Proponents of negotiations say fighting the militants with military blitzes hasn't stemmed suicide bombings, which since 2001 have killed at least 4,600 people and injured 10,000 in Pakistan.
"What's needed is dialogue," Imran Khan, a former Pakistani cricket star turned politician, told reporters after the Sept. 29 conference. "There are two approaches: military and political. And in my opinion and the opinion of most others [at the conference], a military approach won't solve the problem."
Others in Pakistani society aren't so sure. An Oct. 5 editorial in the Express Tribune newspaper warned that the movement toward talks with the Taliban "placed the [Pakistani Taliban] on a platform of strength in Pakistan from where, if the state negotiates, it would be tantamount to abject surrender."

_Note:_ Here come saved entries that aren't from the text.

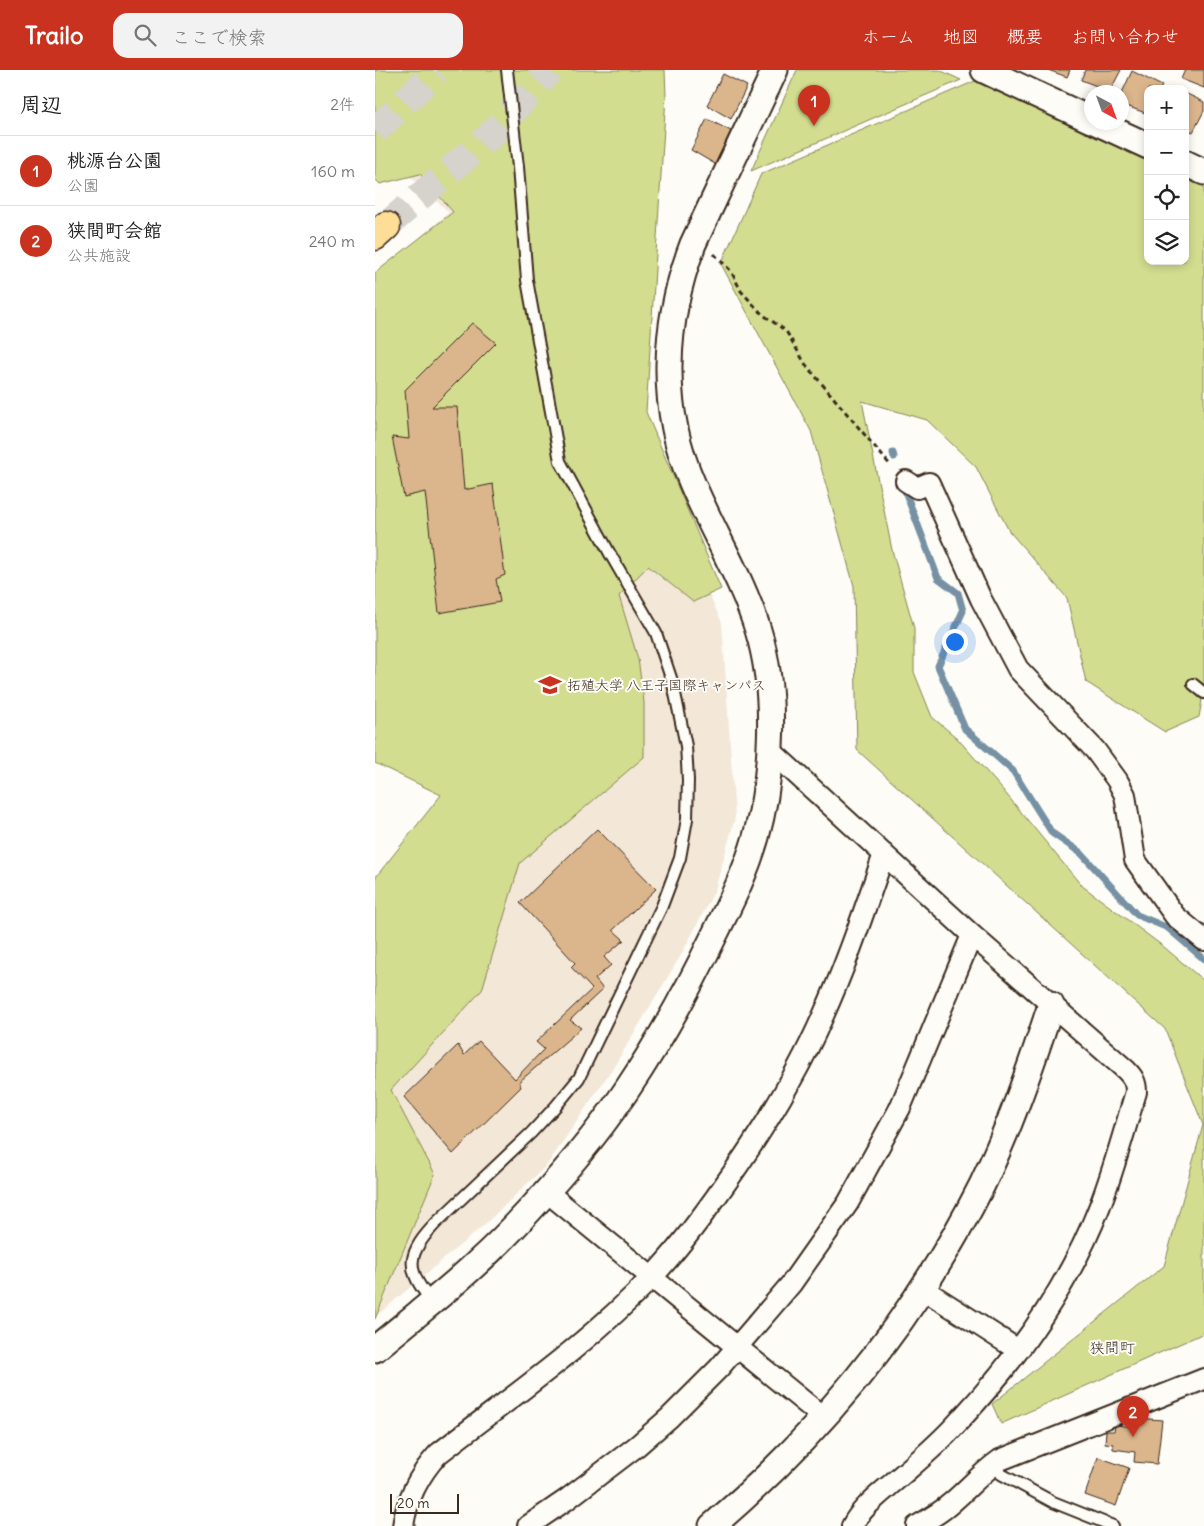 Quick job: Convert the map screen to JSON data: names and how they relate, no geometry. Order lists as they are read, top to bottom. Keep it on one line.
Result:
{"districts":["狭間町"],"places":{"school or university":["拓殖大学 八王子国際キャンパス"]},"scale_bar":"20 m","north":"bottom right","page":{"header":"Trailo","search":"ここで検索","nav":["ホーム","地図","概要","お問い合わせ"],"heading":["周辺","2件"],"map_buttons":["+","−"],"pins":["1","2"],"list":[{"mark":"1","name":"桃源台公園","note":"公園","value":"160 m"},{"mark":"2","name":"狭間町会館","note":"公共施設","value":"240 m"}],"scale":"20 m"}} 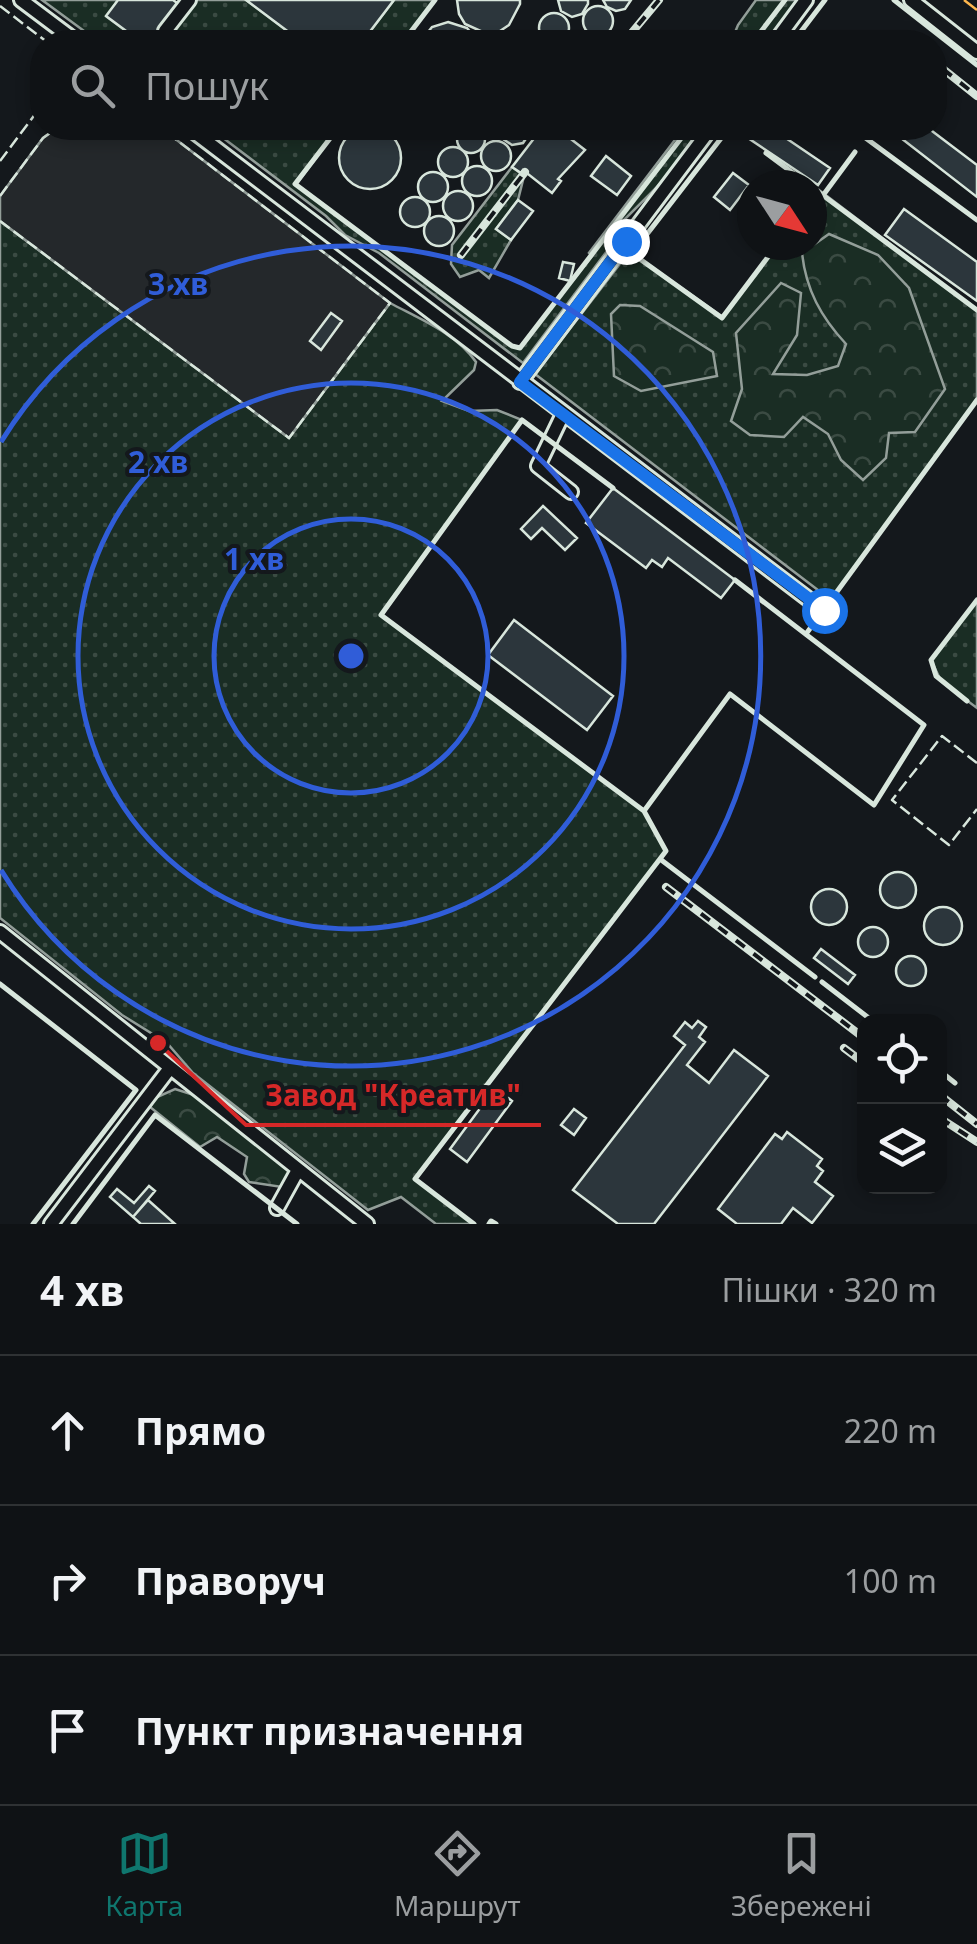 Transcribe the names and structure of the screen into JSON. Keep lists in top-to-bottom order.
{
  "places": ["Завод \"Креатив\""],
  "north": "bottom right",
  "page": {
    "search": "Пошук",
    "heading": ["4 хв", "Пішки · 320 m"],
    "list": [
      ["Прямо", "220 m"],
      ["Праворуч", "100 m"],
      "Пункт призначення"
    ],
    "nav": ["Карта", "Маршрут", "Збережені"]
  },
  "rings": ["3 хв", "2 хв", "1 хв"]
}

Pakistanis who oppose talking with the Taliban can take encouragement in the knowledge that the military may not support the idea, either. Though the military has publicly said it would abide by the civilian government's decisions, it has also moved aggressively against the most recent Pakistani Taliban threat: cross-border attacks by militants using the eastern Afghan provinces of Kunar and Nuristan as sanctuary.
Those attacks have killed more than 100 members of Pakistan's security forces this year. Pakistani military leaders have blamed U.S., NATO and Afghan forces for not uprooting Pakistani Taliban militants from their havens in eastern Afghanistan.
"The Pakistani Taliban's goals are well known," Almeida said. "I can't see the military having much of an appetite to cut a deal. But never say never."